By Julia Munemo
A brothel in Vila Mimosa, Rio’s red-light district. Photo by Julie Ruvolo/Red Light Rio Project

Greg Mitchell has been researching sex workers in Brazil for nearly a decade, beginning with ethnographic studies of male prostitutes and, more recently, studying the marginalization of female sex workers during global sporting events. Now, the professor of women’s, gender and sexuality studies is expanding his focus beyond Brazil.

While working on his Ph.D. in performance studies at Northwestern University, Mitchell interviewed male sex workers in Brazil, where prostitution is legal but poorly regulated, to better understand marketing aimed at gay tourists. Interviews with the men, many of whom identify as heterosexual and support their families through commercial sex, are the basis of Mitchell’s forthcoming book Tourist Attractions: Performing Race & Masculinity in Brazil’s Sexual Economy (University of Chicago Press, 2015).

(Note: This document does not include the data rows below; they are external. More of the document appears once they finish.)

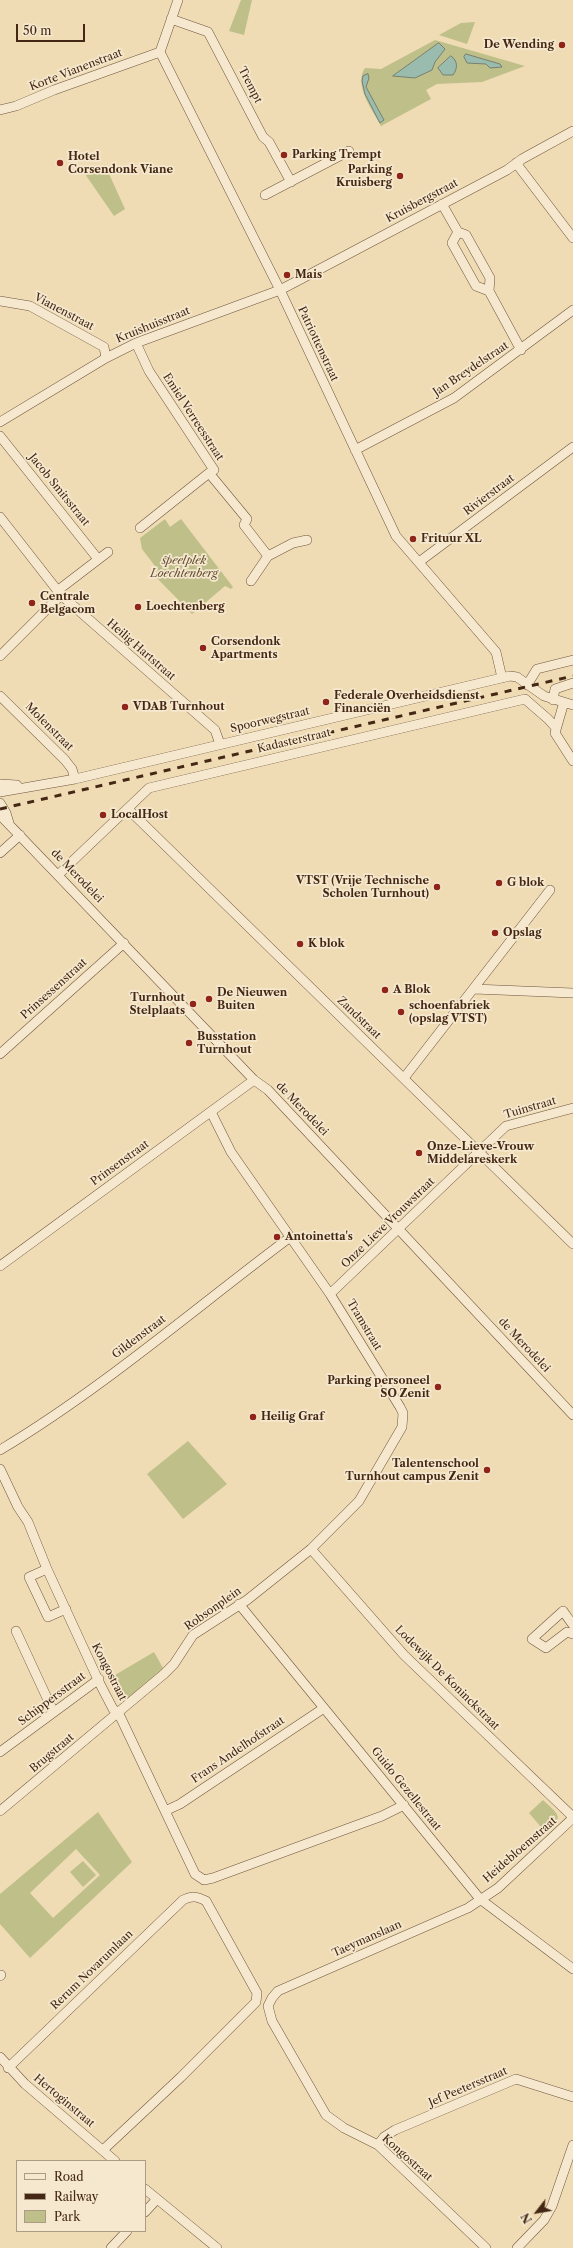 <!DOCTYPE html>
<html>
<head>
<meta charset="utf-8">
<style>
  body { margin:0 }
  #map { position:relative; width:573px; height:2248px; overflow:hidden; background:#efdcb4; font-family:"Libre Caslon Text",serif }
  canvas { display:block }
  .legend { position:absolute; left:16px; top:2160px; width:130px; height:72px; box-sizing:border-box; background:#f5e8ce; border:1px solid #ae9b84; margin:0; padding:5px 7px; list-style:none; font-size:12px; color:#442714 }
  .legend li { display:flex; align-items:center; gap:8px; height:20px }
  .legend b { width:20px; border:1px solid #ae9b84 }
  .north { position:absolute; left:517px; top:2192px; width:40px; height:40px; -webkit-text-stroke:3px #f5e8ce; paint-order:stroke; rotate:239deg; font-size:11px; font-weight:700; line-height:16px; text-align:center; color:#442714 }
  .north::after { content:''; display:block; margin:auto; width:14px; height:18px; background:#442714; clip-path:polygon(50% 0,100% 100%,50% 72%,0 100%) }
  .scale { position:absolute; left:16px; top:24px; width:69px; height:18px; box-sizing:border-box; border:2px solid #442714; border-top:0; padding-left:5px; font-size:12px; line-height:14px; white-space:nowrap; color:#442714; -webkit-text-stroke:3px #f5e8ce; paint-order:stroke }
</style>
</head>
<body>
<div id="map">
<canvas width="573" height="2248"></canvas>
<ul class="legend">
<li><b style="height:5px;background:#f5e8ce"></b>Road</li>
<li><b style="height:5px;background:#442714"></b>Railway</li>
<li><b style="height:11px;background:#bfbf89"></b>Park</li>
</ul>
<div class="north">N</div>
<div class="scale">50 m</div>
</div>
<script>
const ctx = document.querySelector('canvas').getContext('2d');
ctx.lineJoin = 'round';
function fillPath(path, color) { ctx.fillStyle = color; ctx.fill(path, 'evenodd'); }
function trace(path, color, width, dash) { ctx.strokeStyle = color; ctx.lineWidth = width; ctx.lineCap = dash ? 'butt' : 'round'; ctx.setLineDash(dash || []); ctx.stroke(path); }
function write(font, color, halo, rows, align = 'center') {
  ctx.font = font + ' "Libre Caslon Text",serif'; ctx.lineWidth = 3.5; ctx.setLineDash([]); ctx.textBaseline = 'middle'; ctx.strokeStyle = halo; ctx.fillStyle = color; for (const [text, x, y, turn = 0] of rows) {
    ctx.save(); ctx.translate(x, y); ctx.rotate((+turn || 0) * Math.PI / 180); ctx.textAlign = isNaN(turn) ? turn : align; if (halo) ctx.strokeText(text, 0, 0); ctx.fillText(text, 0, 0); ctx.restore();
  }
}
fillPath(new Path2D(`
  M241,0H252L244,35L229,31Z
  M475,22L467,44L439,35L461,23Z
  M435,40L525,66L482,82L437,84L426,90L431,99L381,126C373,111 353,85 365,68L381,69Z
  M105,165L125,209L114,216L85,174Z
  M165,519L170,527L181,519L233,587L231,589L225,586L192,614L154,575L158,570L142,549L140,538Z
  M188,1441L227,1484L183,1519L147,1474Z
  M154,1652L163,1668L127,1699L110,1678Z
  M543,1800C559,1815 565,1817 546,1833L529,1813Z
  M98,1812L132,1862L30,1958L0,1924V1894ZM76,1849L100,1875L53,1918L30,1893Z
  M83,1861L96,1875L83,1887L70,1872Z`), '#bfbf89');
const water = new Path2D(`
  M439,43L445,49L435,62L432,70L415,78L393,76Z
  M466,54L500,64L502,67L490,68L486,64L467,63L464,57Z
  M451,56C458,61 458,68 453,75H443L438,68Z
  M368,74L369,78L366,87L384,120L380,123L365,94L362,81L363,76Z`);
fillPath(water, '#9abcae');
trace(water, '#788070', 1);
const minor = new Path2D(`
  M178,0L160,52L280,290L396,536L496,652L502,678
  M171,19L208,32L263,137L269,142L291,182
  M0,110L16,106L54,90L160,52
  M516,163L573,238
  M265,195L349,151
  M442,204L458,232
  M489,291L476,286L452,243L458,232L466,235L490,278L489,291L521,350
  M0,301L30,306L104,347L106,358
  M136,343L149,371L214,470L209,473L247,519L244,525L268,556L293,543L307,540
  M0,422L106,358L136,343L280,290L301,279L507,170L522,159L573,131
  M0,436L98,559
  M355,450L454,398L573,310
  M0,517L61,595L215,730L220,744
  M140,528L209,473
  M419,562L573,447
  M251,581L268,556
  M57,591L108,552
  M0,656L61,595
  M527,685L537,669L573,660
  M0,696L65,760L72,769L75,779
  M553,700L555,689L573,683
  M564,702L555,733L573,761
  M0,784L17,785
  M0,792L75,779L510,676L517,677L544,696L573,705
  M0,803L6,813L9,823
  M128,809L573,1244
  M0,815L254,1080L268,1090L573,1415
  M0,853L20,835
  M59,874L149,788L525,699L548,719L556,728
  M474,989L573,993
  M0,1054L124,943
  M404,1078L550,890
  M0,1266L254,1080
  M330,1294L506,1126L573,1108
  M0,1450C102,1389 194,1309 289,1238
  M0,1469L18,1507L28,1522L47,1569L100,1684L113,1709L118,1712L195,1874L204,1880L213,1878L382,1816L404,1805
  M311,1549L404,1655L573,1817
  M47,1569L29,1577L48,1617L66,1609
  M239,1604L480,1899L573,1969
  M573,1625L563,1611L532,1639L546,1648L567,1632L573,1634
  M16,1631L53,1711
  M0,1752L99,1679
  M0,1811L164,1674L174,1664L193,1635L247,1600L311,1549L359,1501L402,1427L403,1413L400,1407L330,1294L231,1152L211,1112
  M165,1811L180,1804L324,1708
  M0,1976L1,1975
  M0,2057L25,2084L115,2161
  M8,2068L183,1900C192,1895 198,1897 206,1901L257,1993L256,2002L181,2077L103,2150
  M378,2145L384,2137L395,2130L516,2079L573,2097
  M145,2189L217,2248
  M145,2212L157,2199
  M111,2248L127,2231
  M486,2248L378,2145L344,2128L326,2115L272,2021L268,2006L272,1998L278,1991L468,1908L498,1888L573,1818
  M517,2248L544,2220L552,2206L573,2145`);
trace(minor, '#6f543c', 10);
trace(minor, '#f5e8ce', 9);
trace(new Path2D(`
  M0,809L573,676`), '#442714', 3, [7, 7]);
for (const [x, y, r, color] of [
  [562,45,4,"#8f2418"],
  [284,155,4,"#8f2418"],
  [60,163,4,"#8f2418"],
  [400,176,4,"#8f2418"],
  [287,275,4,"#8f2418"],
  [413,539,4,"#8f2418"],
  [32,603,4,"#8f2418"],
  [138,607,4,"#8f2418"],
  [203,648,4,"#8f2418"],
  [326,702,4,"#8f2418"],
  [125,707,4,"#8f2418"],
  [103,815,4,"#8f2418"],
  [499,883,4,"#8f2418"],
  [437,887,4,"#8f2418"],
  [495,933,4,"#8f2418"],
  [300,944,4,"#8f2418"],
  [385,990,4,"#8f2418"],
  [209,999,4,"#8f2418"],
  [193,1004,4,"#8f2418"],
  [401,1012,4,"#8f2418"],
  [189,1043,4,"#8f2418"],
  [419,1153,4,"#8f2418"],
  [277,1237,4,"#8f2418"],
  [438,1387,4,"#8f2418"],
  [253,1417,4,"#8f2418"],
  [487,1470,4,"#8f2418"]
]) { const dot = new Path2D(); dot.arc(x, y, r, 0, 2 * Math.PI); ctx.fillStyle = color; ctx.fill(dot); trace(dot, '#f5e8ce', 1.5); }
write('bold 11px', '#442714', '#f5e8ce', [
  ["De Wending",554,45,"right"],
  ["Parking Trempt",292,155],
  ["Hotel",68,157],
  ["Corsendonk Viane",68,170],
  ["Parking",392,170,"right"],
  ["Kruisberg",392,183,"right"],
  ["Mais",295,275],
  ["Frituur XL",421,539],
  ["Centrale",40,597],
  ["Belgacom",40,610],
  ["Loechtenberg",146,607],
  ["Corsendonk",211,642],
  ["Apartments",211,655],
  ["Federale Overheidsdienst",334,696],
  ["Financiën",334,709],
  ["VDAB Turnhout",133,707],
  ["LocalHost",111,815],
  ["VTST (Vrije Technische",429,881,"right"],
  ["Scholen Turnhout)",429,894,"right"],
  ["G blok",507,883],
  ["Opslag",503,933],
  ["K blok",308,944],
  ["A Blok",393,990],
  ["De Nieuwen",217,993],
  ["Buiten",217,1006],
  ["Turnhout",185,998,"right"],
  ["Stelplaats",185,1011,"right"],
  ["schoenfabriek",409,1006],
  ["(opslag VTST)",409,1019],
  ["Busstation",197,1037],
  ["Turnhout",197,1050],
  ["Onze-Lieve-Vrouw",427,1147],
  ["Middelareskerk",427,1160],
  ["Antoinetta's",285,1237],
  ["Parking personeel",430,1381,"right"],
  ["SO Zenit",430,1394,"right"],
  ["Heilig Graf",261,1417],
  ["Talentenschool",479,1464,"right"],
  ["Turnhout campus Zenit",479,1477,"right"]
], 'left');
write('11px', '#442714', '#f5e8ce', [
  ["Korte Vianenstraat",76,70,-21],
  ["Trempt",250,85,63],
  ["Kruisbergstraat",422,201,-28],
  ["Vianenstraat",64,312,28],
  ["Kruishuisstraat",153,325,-22],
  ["Patriottenstraat",318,344,65],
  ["Jan Breydelstraat",471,369,-34],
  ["Emiel Verreesstraat",193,417,57],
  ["Jacob Smitsstraat",59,490,51],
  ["Rivierstraat",489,495,-37],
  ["Heilig Hartstraat",141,650,41],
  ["Spoorwegstraat",270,720,-13],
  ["Molenstraat",49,727,45],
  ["Kadasterstraat",294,741,-13],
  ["de Merodelei",77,876,46],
  ["Prinsessenstraat",54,989,-42],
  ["Zandstraat",359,1018,44],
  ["Tuinstraat",530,1108,-16],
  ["de Merodelei",302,1109,46],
  ["Prinsenstraat",120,1163,-36],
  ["Onze Lieve Vrouwstraat",388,1223,-44],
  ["Tramstraat",364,1325,59],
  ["Gildenstraat",139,1337,-37],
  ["de Merodelei",524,1345,47],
  ["Robsonplein",213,1609,-35],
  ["Kongostraat",109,1672,63],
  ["Lodewijk De Koninckstraat",447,1678,45],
  ["Schippersstraat",52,1699,-37],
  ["Frans Andelhofstraat",238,1750,-34],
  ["Brugstraat",52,1753,-40],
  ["Guido Gezellestraat",406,1789,51],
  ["Heidebloemstraat",520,1850,-41],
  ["Taeymanslaan",367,1939,-24],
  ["Rerum Novarumlaan",92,1970,-44],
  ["Jef Peetersstraat",468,2087,-23],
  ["Hertoginstraat",64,2101,40],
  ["Kongostraat",407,2158,42]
]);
write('italic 11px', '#634d31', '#f5e8ce', [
  ["speelplek",184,561],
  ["Loechtenberg",184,574]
]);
</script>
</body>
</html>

When Brazil was awarded the 2014 World Cup and the 2016 Olympics, Mitchell and several other researchers founded the Prostitution Observatory at the Federal University of Rio de Janeiro, hoping to broaden the national conversation about sex workers’ rights. Many of Brazil’s more than 1 million prostitutes say they choose the work for its earning potential but nonetheless face violence and brutalization at the hands of corrupt police.

“With the global eye on Brazil, we knew the government would start to crack down violently to reduce the visibility of the red-light district,” Mitchell says. It’s a pattern he observed in the U.K. and South Africa, where police forcibly cleaned up the streets when the Olympics and World Cup, respectively, brought global attention.

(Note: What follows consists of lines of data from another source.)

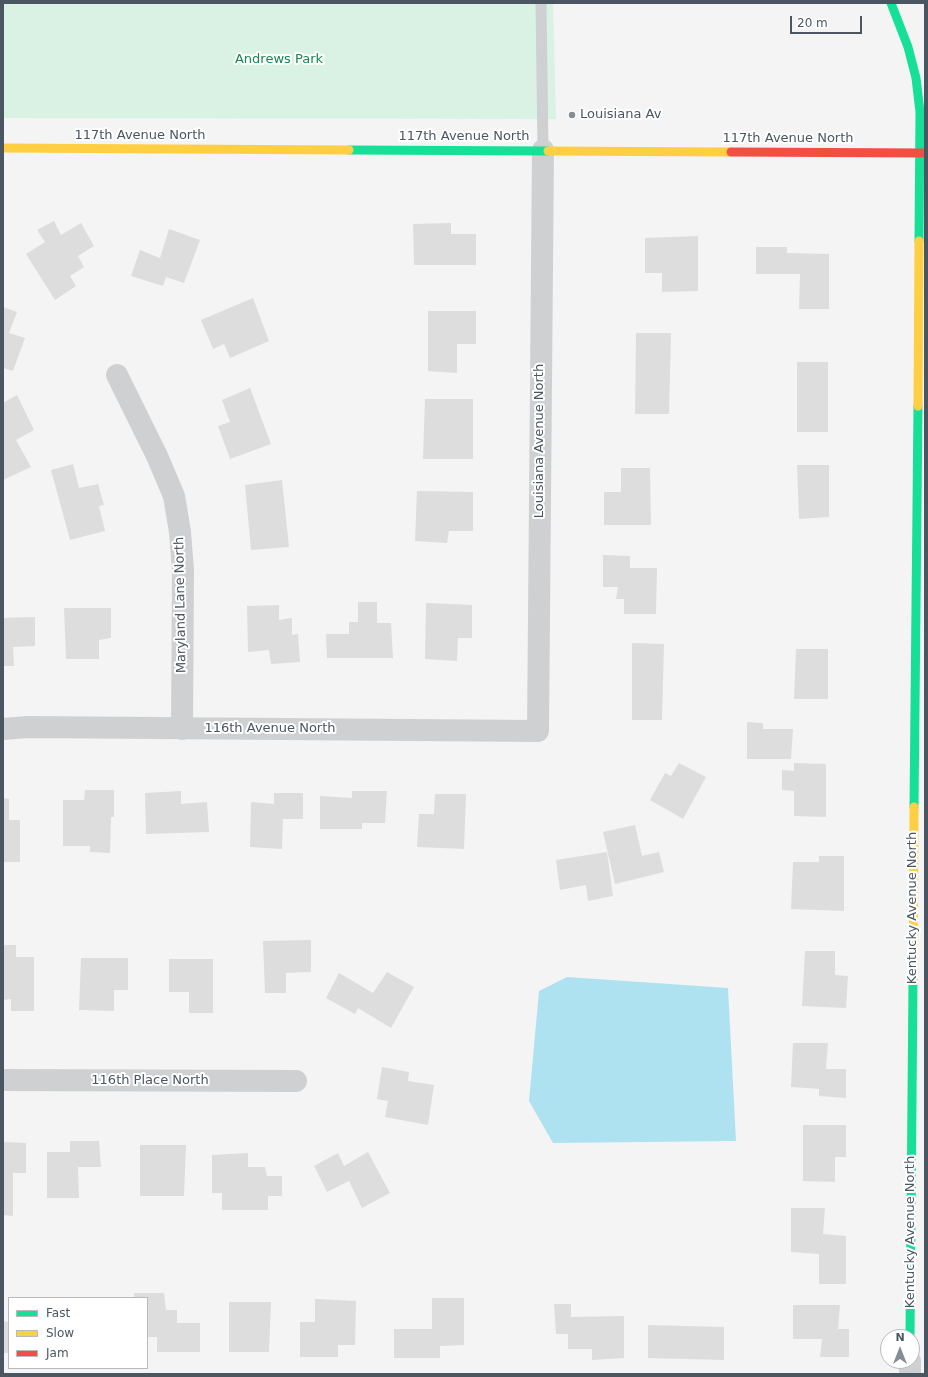 <!DOCTYPE html>
<style>
body{margin:0}
#map{position:relative;width:928px;height:1377px;overflow:hidden;background:#f4f4f4;font-family:"DejaVu Sans",sans-serif}
canvas{display:block}
.frame{position:absolute;inset:0;border:4px solid #4a5661;pointer-events:none}
.legend{position:absolute;left:8px;top:1297px;width:140px;height:72px;box-sizing:border-box;background:#fff;border:1px solid #b7bbc0;margin:0;padding:5px 7px;list-style:none;font-size:12px;color:#4a5661}
.legend li{display:flex;align-items:center;gap:8px;height:20px}
.legend b{width:20px;border:1px solid #b7bbc0}
.north{position:absolute;left:880px;top:1329px;width:40px;height:40px;box-sizing:border-box;background:#fff;border:1px solid #b7bbc0;border-radius:50%;rotate:0deg;font-size:11px;font-weight:700;line-height:16px;text-align:center;color:#4a5661}
.north::after{content:'';display:block;margin:auto;width:14px;height:18px;background:#868d94;clip-path:polygon(50% 0,100% 100%,50% 72%,0 100%)}
.scale{position:absolute;left:790px;top:16px;width:72px;height:18px;box-sizing:border-box;border:2px solid #4a5661;border-top:0;padding-left:5px;font-size:12px;line-height:14px;white-space:nowrap;color:#4a5661;-webkit-text-stroke:3px #fff;paint-order:stroke}
</style>
<div id="map">
<canvas width="928" height="1377"></canvas>
<div class="frame"></div>
<ul class="legend">
<li><b style="height:5px;background:#16e098"></b>Fast</li>
<li><b style="height:5px;background:#ffcf43"></b>Slow</li>
<li><b style="height:5px;background:#f24e42"></b>Jam</li>
</ul>
<div class="north">N</div>
<div class="scale">20 m</div>
</div>
<script>
const ctx = document.querySelector('canvas').getContext('2d');
ctx.lineJoin = 'round';
function paint(path, color) { ctx.fillStyle = color; ctx.fill(path, 'evenodd'); }
const poly = rows => new Path2D(rows.map(r => 'M' + r).join(''));
function trace(path, color, width, dash) { ctx.strokeStyle = color; ctx.lineWidth = width; ctx.lineCap = dash ? 'butt' : 'round'; ctx.setLineDash(dash || []); ctx.stroke(path); }
function label(font, color, halo, rows, align = 'center') {
  ctx.font = font + ' "DejaVu Sans",sans-serif'; ctx.lineWidth = 4; ctx.setLineDash([]); ctx.textBaseline = 'middle'; ctx.strokeStyle = halo; ctx.fillStyle = color; for (const [text, x, y, turn = 0] of rows) {
    ctx.save(); ctx.translate(x, y); ctx.rotate((+turn || 0) * Math.PI / 180); ctx.textAlign = isNaN(turn) ? turn : align; if (halo) ctx.strokeText(text, 0, 0); ctx.fillText(text, 0, 0); ctx.restore();
  }
}
paint(poly([
 [3,3,553,3,556,119,3,118]
]), '#d9f2e3');
paint(poly([
 [567,977,728,988,736,1141,553,1143,529,1101,539,991]
]), '#aee2f0');
paint(poly([
 [54,221,61,235,81,223,94,246,78,256,84,267,70,276,76,286,55,300,26,254,45,242,37,230],
 [451,223,451,234,476,234,476,265,414,265,413,224],
 [169,229,200,240,184,283,166,277,163,286,131,276,140,250,160,258],
 [698,236,698,291,662,292,662,273,645,273,645,238],
 [756,247,787,247,787,253,829,254,829,309,799,309,800,274,756,274],
 [253,298,269,341,230,358,224,344,213,349,201,320],
 [3,307,17,312,9,333,25,338,13,371,3,368],
 [428,311,476,311,476,344,457,344,457,373,428,371],
 [636,333,671,333,669,414,635,414],
 [797,362,828,362,828,432,797,432],
 [250,388,271,444,230,459,218,426,230,422,222,400],
 [17,395,34,430,16,440,31,467,3,480,3,403],
 [425,399,473,399,473,459,423,459],
 [73,464,79,488,98,484,104,505,99,506,105,531,70,540,51,470],
 [797,465,829,465,829,517,799,519],
 [621,468,650,468,651,525,604,525,604,492,621,492],
 [282,480,289,547,251,550,245,485],
 [417,491,473,492,473,531,449,531,447,543,415,541],
 [603,555,630,556,630,568,657,568,656,614,624,614,624,599,616,599,618,587,603,587],
 [358,602,377,602,377,623,391,623,393,658,327,658,326,634,349,634,349,622,358,622],
 [426,603,472,605,472,638,458,638,457,661,425,659],
 [279,605,279,620,292,618,292,635,298,634,300,662,271,664,269,650,248,652,247,606],
 [64,608,111,608,111,638,99,640,99,659,66,659],
 [35,617,35,646,13,647,14,666,3,666,3,618],
 [632,643,664,644,662,720,632,720],
 [796,649,828,649,828,699,794,699],
 [747,722,763,723,763,729,793,729,791,759,747,759],
 [679,763,706,777,683,819,650,800,665,773,671,776],
 [794,763,826,764,826,817,794,816,794,791,782,790,782,770,794,771],
 [85,790,114,790,114,817,111,817,110,853,90,852,90,846,63,846,63,800,84,800],
 [181,791,181,804,207,802,209,832,146,834,145,793],
 [352,791,387,791,385,823,362,823,362,829,320,829,320,796,352,798],
 [274,793,303,793,303,819,283,819,282,849,250,847,251,802,274,804],
 [435,794,466,794,464,849,417,847,419,814,434,814],
 [3,798,9,799,9,820,20,820,20,862,3,862],
 [635,825,642,856,659,852,664,872,615,884,603,832],
 [607,852,613,896,588,901,586,885,560,890,556,860],
 [819,856,844,856,844,911,791,909,793,862,819,862],
 [311,940,311,972,286,973,286,993,265,993,263,941],
 [3,945,16,945,16,957,34,957,34,1011,11,1011,11,999,3,1000],
 [805,951,835,951,835,975,848,976,846,1008,802,1006],
 [81,958,128,958,128,990,114,990,114,1011,79,1010],
 [169,959,213,959,213,1013,189,1013,189,992,169,992],
 [387,972,414,987,391,1028,358,1008,355,1014,326,998,339,973,373,993],
 [793,1043,828,1043,826,1069,846,1069,846,1098,819,1096,819,1089,791,1087],
 [382,1067,409,1072,408,1081,434,1085,428,1125,385,1117,388,1101,377,1099],
 [803,1125,846,1125,846,1157,835,1157,835,1182,803,1181],
 [70,1141,99,1141,101,1167,78,1167,79,1198,47,1198,47,1152,70,1152],
 [3,1142,26,1143,26,1173,13,1173,13,1216,3,1215],
 [140,1145,186,1145,184,1196,140,1196],
 [368,1152,390,1193,362,1208,349,1181,327,1192,314,1166,338,1153,344,1166],
 [248,1153,248,1167,265,1167,267,1176,282,1176,282,1196,268,1196,268,1210,222,1210,222,1193,212,1193,212,1155],
 [791,1208,825,1208,823,1234,846,1236,846,1284,819,1284,819,1254,791,1252],
 [134,1293,164,1293,166,1310,177,1310,177,1323,200,1323,200,1352,157,1352,157,1337,147,1337,147,1298,134,1298],
 [432,1298,464,1298,464,1345,440,1346,440,1358,394,1358,394,1329,432,1329],
 [315,1299,356,1301,355,1345,338,1345,338,1357,300,1357,300,1322,315,1322],
 [229,1302,271,1302,269,1352,229,1352],
 [554,1304,571,1304,571,1317,624,1316,624,1358,592,1360,592,1349,568,1349,568,1334,556,1334],
 [793,1305,840,1305,838,1329,849,1329,849,1357,820,1357,822,1339,793,1339],
 [3,1321,9,1322,9,1353,3,1353],
 [648,1325,724,1327,724,1360,648,1358]
]), '#ddddde');
trace(poly([
 [541,3,543,150]
]), '#ced0d2', 11);
trace(poly([
 [117,375,157,456,174,496,180,532,183,570,182,729],
 [3,729,28,727,538,731,543,150],
 [3,1080,296,1081],
 [910,1374,910,1361]
]), '#ced0d2', 22);
trace(poly([
 [891,3,908,47,916,78,920,112,919,241],
 [349,150,548,151],
 [914,807,918,406],
 [910,1337,913,980]
]), '#16e098', 9);
trace(poly([
 [3,148,349,150],
 [548,151,731,152],
 [918,406,919,241],
 [913,980,914,807]
]), '#ffcf43', 9);
trace(poly([
 [731,152,925,153]
]), '#f24e42', 9);
for (const [x, y, r, color] of [
 [572,115,4,"#868d94"]
]) { const dot = new Path2D(); dot.arc(x, y, r, 0, 2 * Math.PI); ctx.fillStyle = color; ctx.fill(dot); trace(dot, '#fff', 1.5); }
label('13px', '#17864f', '#fff', [
 ["Andrews Park",279,60]
]);
label('13px', '#4a5661', '#fff', [
 ["Louisiana Av",580,115]
], 'left');
label('13px', '#4a5661', '#fff', [
 ["117th Avenue North",140,136],
 ["117th Avenue North",464,137],
 ["117th Avenue North",788,139],
 ["Louisiana Avenue North",540,441,-90],
 ["Maryland Lane North",181,605,-91],
 ["116th Avenue North",270,729],
 ["Kentucky Avenue North",913,908,-90],
 ["116th Place North",150,1081],
 ["Kentucky Avenue North",911,1232,-90]
]);
</script>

Mitchell recently received a National Science Foundation grant to continue his research in Brazil. He’ll also be traveling to South Africa, the U.K. and Russia—host of the Winter Olympics and the 2018 World Cup—hoping to find out what happens after a global sporting event ends. “Does the red light district pop back up?” he asks. “Do the safety networks re-form? Where did the women go, and are they better or worse off now?”

He also wants to know why similar patterns surround global sporting events in other countries and what policies countries—including the U.S. during the Super Bowl—can develop to create safer conditions and protect sex workers.